Labor Arbitration: Cutting Cost and Time Without Cutting Quality - Dispute Resolution Journal - Vol. 39, No. 3
John Kagel is a labor arbitrator in the firm at Kagel and Kagel in San Francisco, California. Kathy Kelly is, a labor arbitrator with Kagel
and Kagel and associate professor of law, McGeorge School of Law, Sacramento, California.
Patrick I. Szymanski is with the Division of Enforcement, National Labor Relations Board, in Washington, D.C.
Originally from Dispute Resolution Journal
Labor arbitration has long been criticized as too slow and costly. Most efforts at reform have been directed toward hearing procedures, such as eliminating transcripts or calling for bench awards. This article reviews two successful experiences with a different effort at reform: joint fact-finding of grievances. Under this system, the parties are forced to make constructive use of early steps in the grievance procedure by fully investigating the relevant facts. The result has been more settlements and more efficient presentation of cases that are arbitrated.
The success of a grievance and arbitration procedure depends on four factors: (1) the quality of the result (whether the outcome is based on the facts and whether it meets the parties' needs), (2) the integrity of the result (its ability to stand up to later challenges by participants or outsiders), (3) speed and accessibility (availability of fast remedies for both sides), and (4) economy (disposition of a case at a reasonable price).

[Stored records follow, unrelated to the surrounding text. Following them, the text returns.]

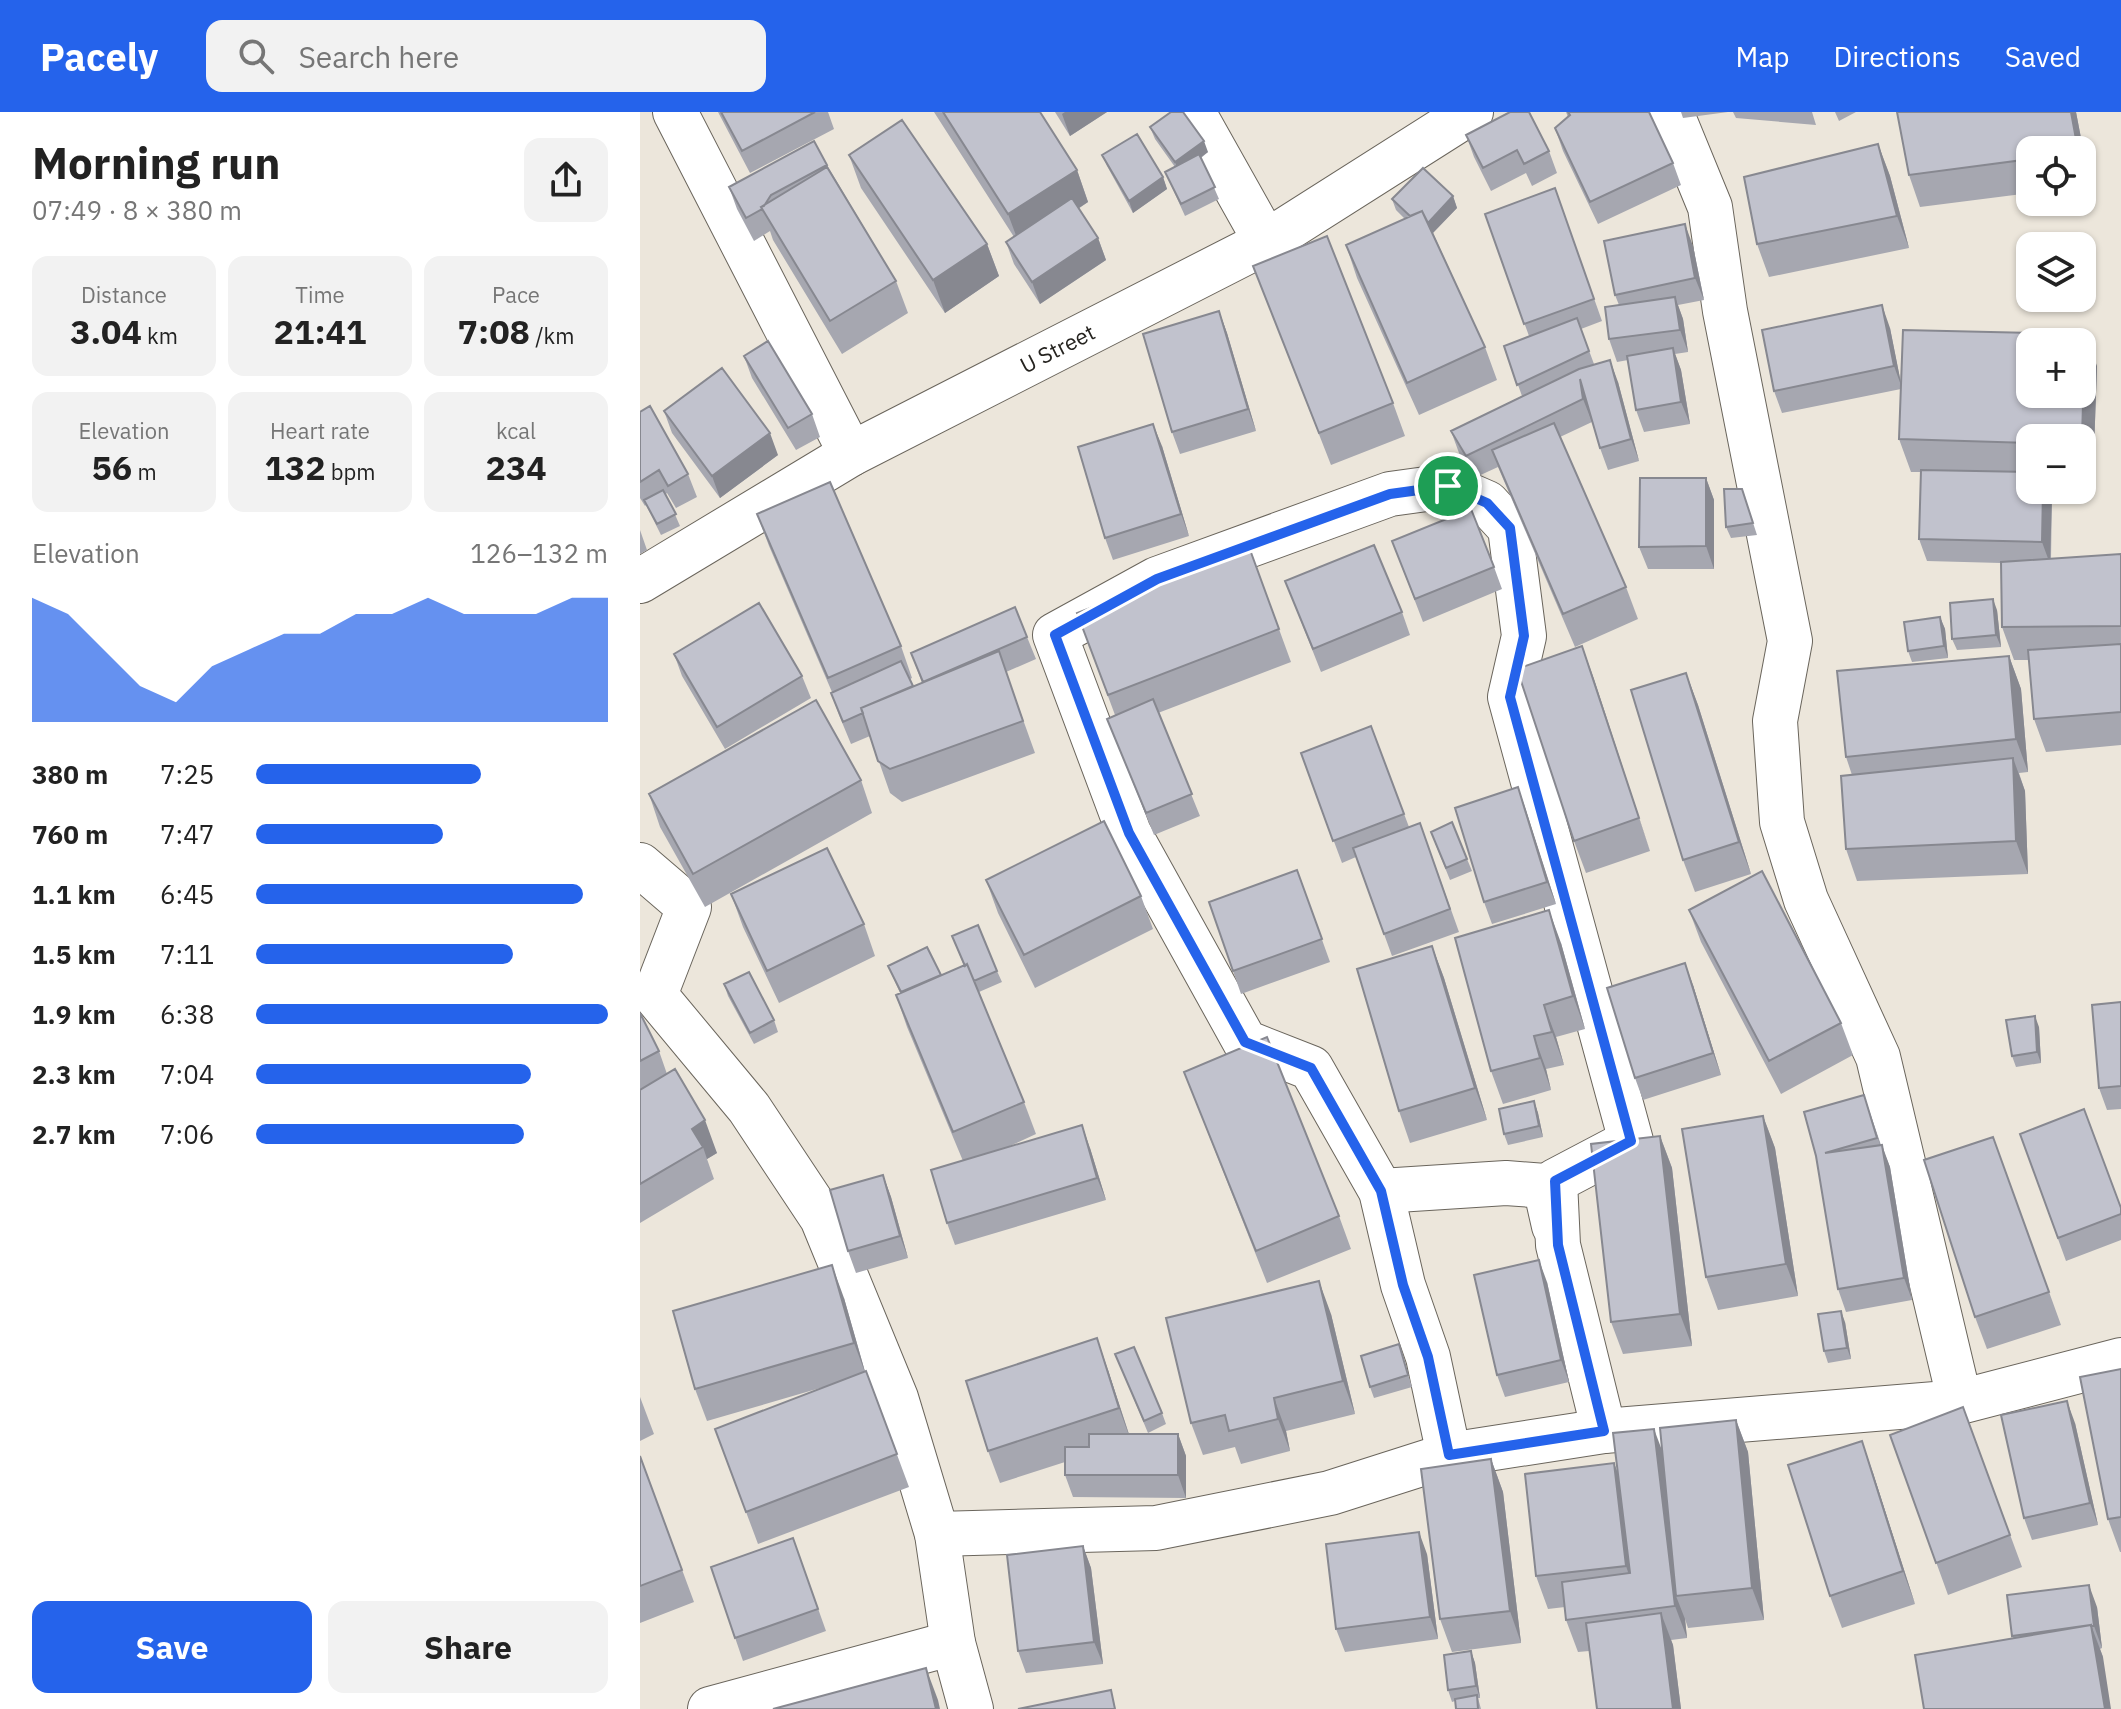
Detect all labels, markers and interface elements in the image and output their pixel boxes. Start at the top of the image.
search box [206,20,766,92]
text: Pacely [40,32,158,81]
icon: search [234,34,278,78]
text: Search here [298,37,459,76]
text: Map [1735,38,1789,75]
text: Directions [1833,38,1961,75]
text: Saved [2005,38,2081,75]
text: Morning run [32,134,281,191]
map controls [2016,136,2096,504]
button: locate [2016,136,2096,216]
button: share [524,138,608,222]
text: 07:49 · 8 × 380 m [32,193,242,227]
button: layers [2016,232,2096,312]
text: Distance [81,280,167,309]
text: Time [295,280,345,309]
text: Pace [492,280,540,309]
text: 3.04 [70,309,142,353]
text: 21:41 [274,309,366,353]
text: 7:08 [458,309,530,353]
street label: U Street [1015,317,1100,379]
text: km [142,321,178,350]
text: /km [530,321,574,350]
button: + [2016,328,2096,408]
text: Elevation [78,416,170,445]
text: Heart rate [270,416,370,445]
text: kcal [496,416,536,445]
button: − [2016,424,2096,504]
text: 56 [91,445,132,489]
text: 132 [264,445,326,489]
text: 234 [485,445,547,489]
pin [1414,452,1482,520]
text: m [132,457,157,486]
text: bpm [326,457,376,486]
icon: arrive [1426,464,1470,508]
text: Elevation [32,536,140,570]
text: 126–132 m [470,536,608,570]
text: 380 m [32,757,108,791]
text: 7:25 [160,757,214,791]
text: 760 m [32,817,108,851]
text: 7:47 [160,817,214,851]
text: 1.1 km [32,877,116,911]
text: 6:45 [160,877,214,911]
text: 1.5 km [32,937,116,971]
text: 7:11 [160,937,214,971]
text: 1.9 km [32,997,116,1031]
text: 6:38 [160,997,214,1031]
text: 2.3 km [32,1057,116,1091]
text: 7:04 [160,1057,214,1091]
text: 2.7 km [32,1117,116,1151]
text: 7:06 [160,1117,214,1151]
button: Save [32,1601,312,1693]
button: Share [328,1601,608,1693]

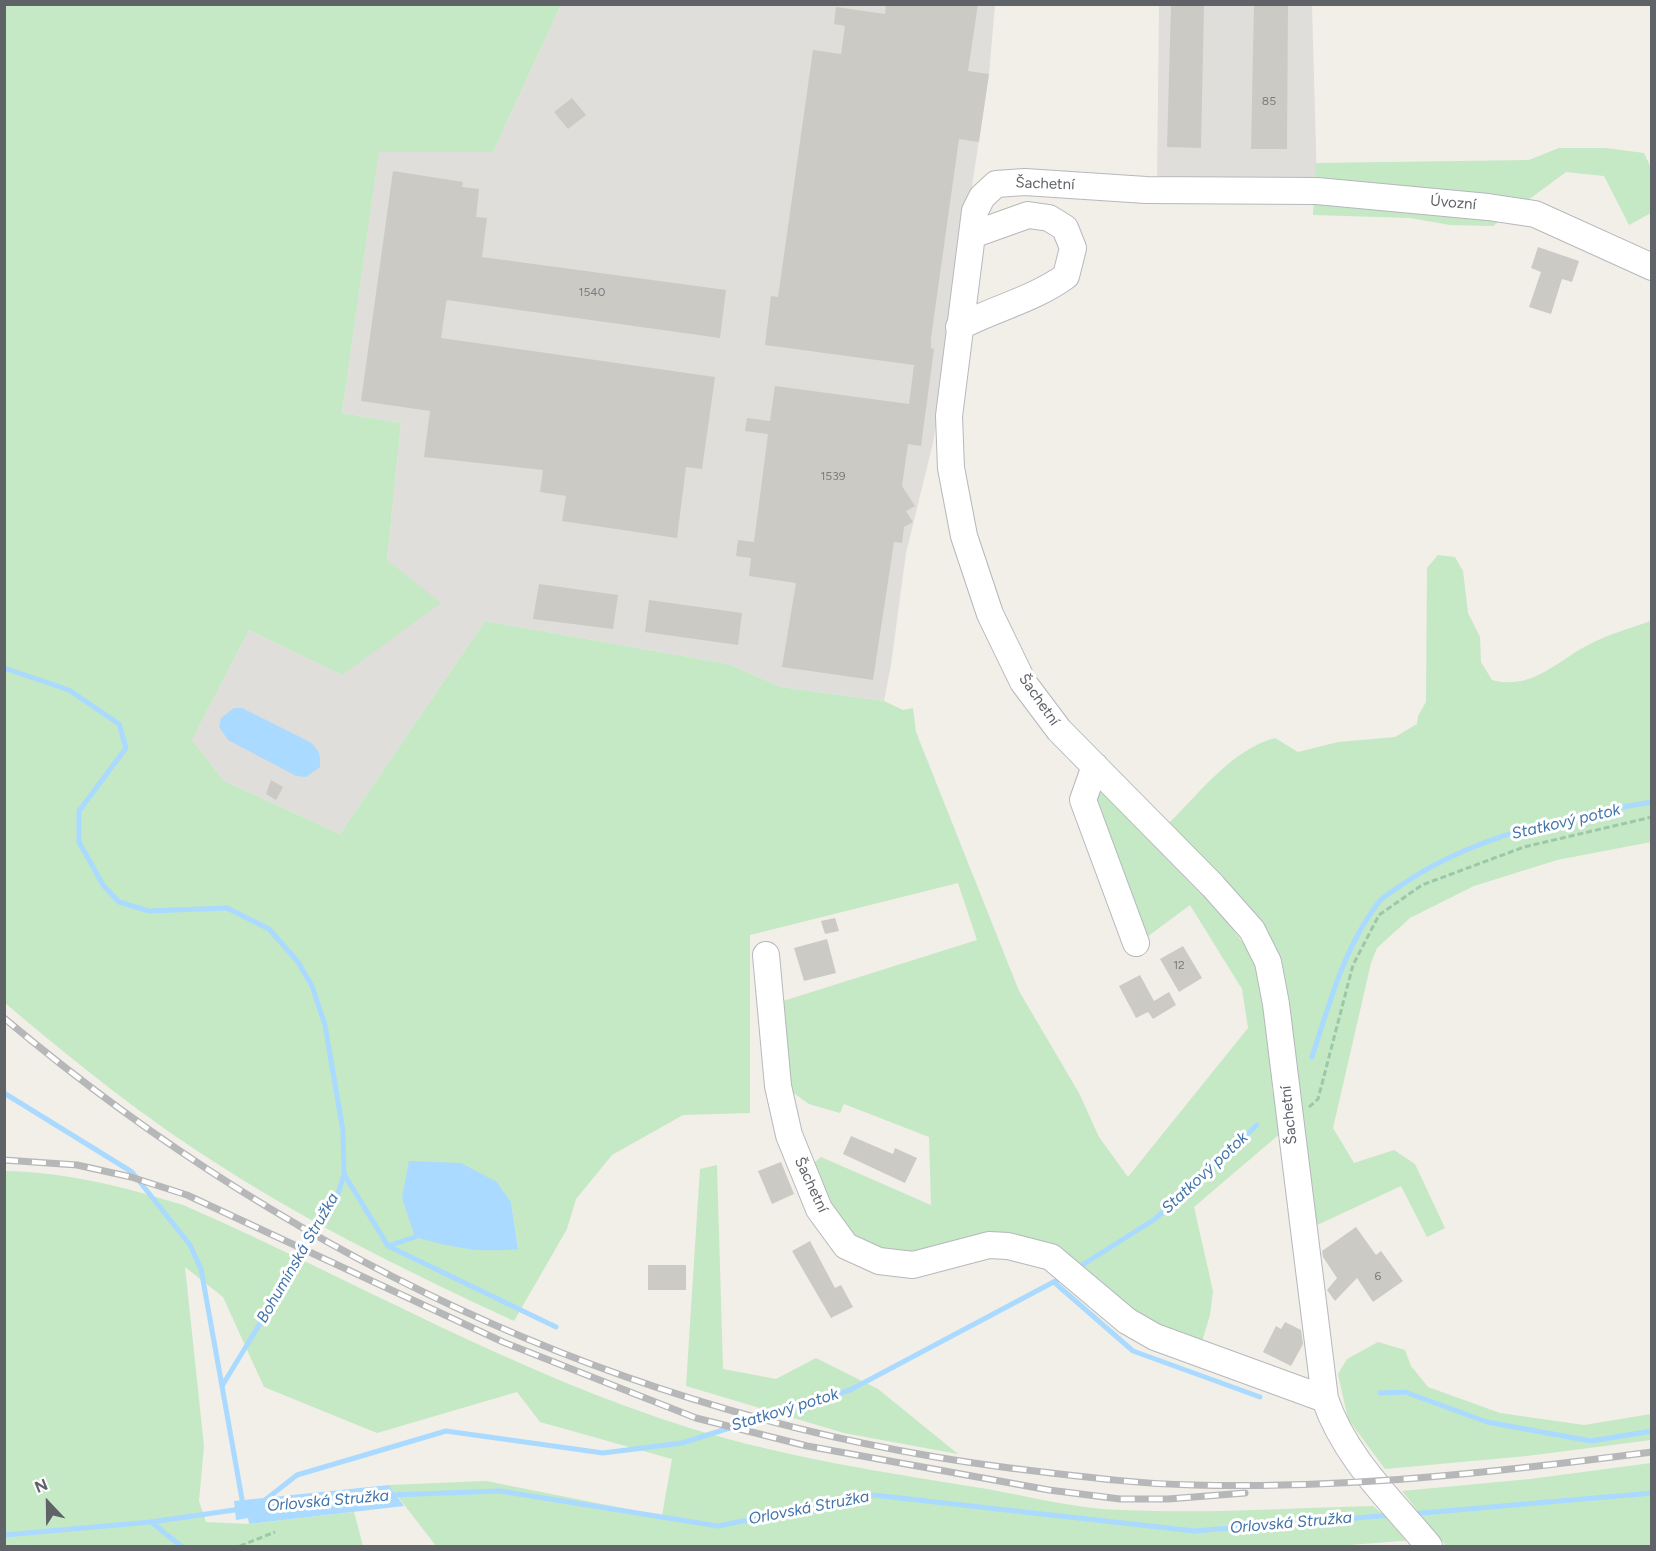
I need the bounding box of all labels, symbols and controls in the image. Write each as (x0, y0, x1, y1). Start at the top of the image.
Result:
house number: 85 (1262, 94, 1276, 108)
street label: Šachetní (1015, 174, 1075, 194)
street label: Úvozní (1429, 192, 1477, 214)
house number: 1540 (579, 285, 605, 299)
house number: 1539 (820, 469, 846, 483)
street label: Šachetní (1015, 671, 1063, 729)
water label: Statkový potok (1510, 800, 1622, 844)
house number: 12 (1173, 958, 1185, 972)
street label: Šachetní (1277, 1085, 1301, 1145)
water label: Statkový potok (1158, 1128, 1252, 1218)
street label: Šachetní (790, 1154, 832, 1216)
water label: Bohumínská Stružka (253, 1190, 343, 1326)
house number: 6 (1375, 1269, 1381, 1283)
water label: Statkový potok (729, 1385, 841, 1435)
north arrow (18, 1473, 78, 1533)
text: N (32, 1475, 50, 1497)
water label: Orlovská Stružka (266, 1486, 390, 1516)
water label: Orlovská Stružka (747, 1487, 871, 1529)
water label: Orlovská Stružka (1229, 1508, 1353, 1538)

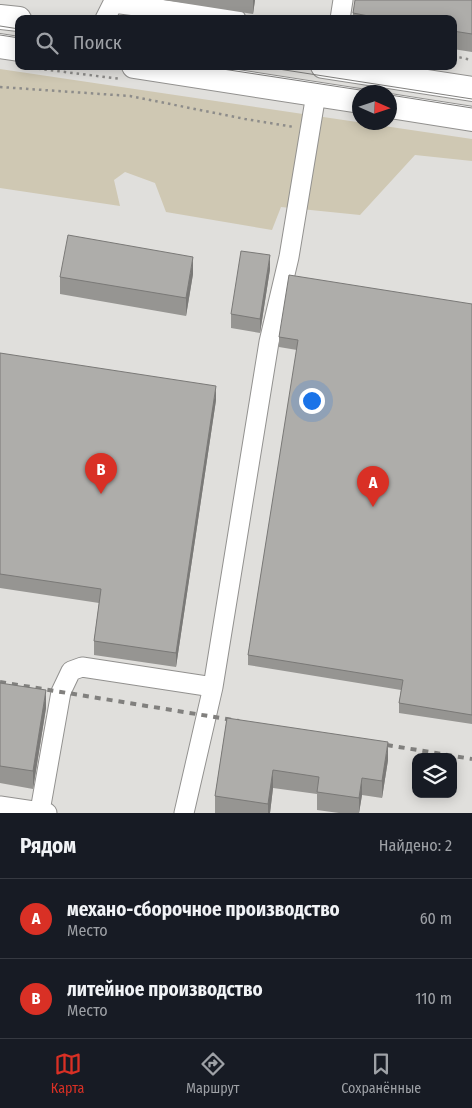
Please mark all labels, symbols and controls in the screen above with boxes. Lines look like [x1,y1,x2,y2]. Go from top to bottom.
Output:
search box [15,15,457,70]
icon: search [33,29,61,57]
text: Поиск [73,31,122,54]
north arrow [352,85,397,130]
your location [299,388,325,414]
pin: B [85,453,117,494]
pin: A [357,466,389,507]
map controls [412,753,457,798]
button: layers [412,753,457,798]
text: Рядом [20,833,76,859]
text: Найдено: 2 [379,836,452,855]
text: механо-сборочное производство [67,898,340,921]
text: A [32,909,40,928]
text: 60 m [420,909,452,928]
text: Место [67,921,108,940]
text: литейное производство [67,978,263,1001]
text: B [32,989,40,1008]
text: 110 m [415,989,452,1008]
text: Место [67,1001,108,1020]
tab: Карта [51,1050,84,1097]
tab: Маршрут [186,1050,240,1097]
tab: Сохранённые [341,1050,421,1097]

Traditional grievance and arbitration systems have scored low marks in categories 3 and 4. Such systems have been criticized as too slow, expensive, and formalistic to resolve satisfactorily labor disputes. Many commentators have also suggested that the adjudicatory nature of the traditional arbitration process places the parties in the position of battling opponents and diminishes chances for a mutually satisfactory resolution serving all parties' legitimate interests. Some of these critics have expressed general pessimism about efforts to reform arbitration systems on the grounds that defects inherent in the adjudicatory nature of that process will render it deficient no matter how it is packaged.